» **DATA TO EXAMINE**
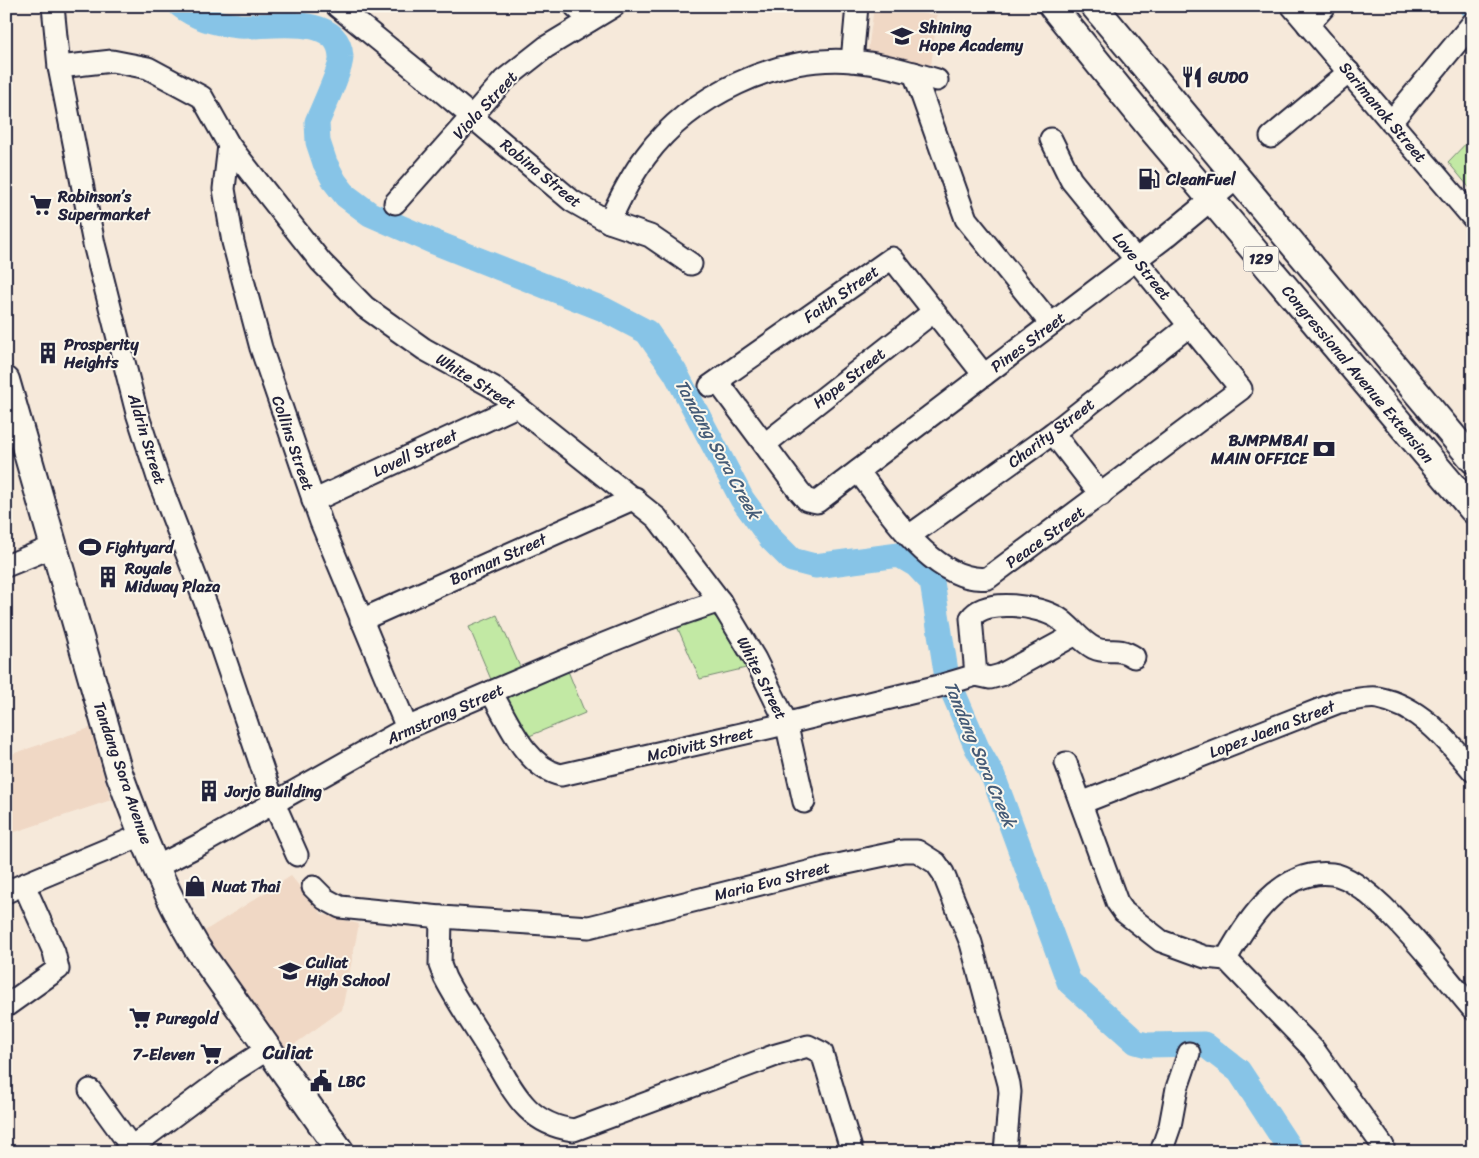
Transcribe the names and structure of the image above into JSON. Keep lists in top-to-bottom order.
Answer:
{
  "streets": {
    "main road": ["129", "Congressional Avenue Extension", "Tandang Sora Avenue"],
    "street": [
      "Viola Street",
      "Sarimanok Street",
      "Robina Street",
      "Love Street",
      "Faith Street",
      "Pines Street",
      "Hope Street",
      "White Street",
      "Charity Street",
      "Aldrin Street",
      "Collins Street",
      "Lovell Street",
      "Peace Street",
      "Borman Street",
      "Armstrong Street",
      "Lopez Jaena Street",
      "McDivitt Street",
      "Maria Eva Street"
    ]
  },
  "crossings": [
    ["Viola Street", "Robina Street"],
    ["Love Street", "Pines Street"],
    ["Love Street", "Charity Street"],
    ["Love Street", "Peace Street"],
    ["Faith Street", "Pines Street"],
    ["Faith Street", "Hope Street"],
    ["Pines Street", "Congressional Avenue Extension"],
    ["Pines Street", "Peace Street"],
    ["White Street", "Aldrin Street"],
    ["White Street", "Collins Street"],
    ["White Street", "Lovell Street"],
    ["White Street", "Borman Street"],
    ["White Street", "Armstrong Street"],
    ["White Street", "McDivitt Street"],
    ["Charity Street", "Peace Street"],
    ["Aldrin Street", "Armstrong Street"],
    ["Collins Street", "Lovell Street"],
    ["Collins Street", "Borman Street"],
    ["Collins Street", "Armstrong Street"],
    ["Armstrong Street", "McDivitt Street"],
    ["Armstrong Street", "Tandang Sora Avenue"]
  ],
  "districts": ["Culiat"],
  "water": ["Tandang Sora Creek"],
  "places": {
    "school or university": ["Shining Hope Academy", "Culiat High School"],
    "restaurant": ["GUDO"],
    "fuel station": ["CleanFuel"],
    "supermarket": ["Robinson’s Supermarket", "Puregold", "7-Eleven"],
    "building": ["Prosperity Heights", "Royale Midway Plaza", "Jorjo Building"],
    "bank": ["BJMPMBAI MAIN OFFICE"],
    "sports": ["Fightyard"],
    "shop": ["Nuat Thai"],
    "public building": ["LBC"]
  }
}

» **AIM OF THE EXERCISE**
Each line of the entries that contains the word "Lovell" should be listed.

» **RESULT FOR THIS TASK**
      "Lovell Street",
    ["White Street", "Lovell Street"],
    ["Collins Street", "Lovell Street"],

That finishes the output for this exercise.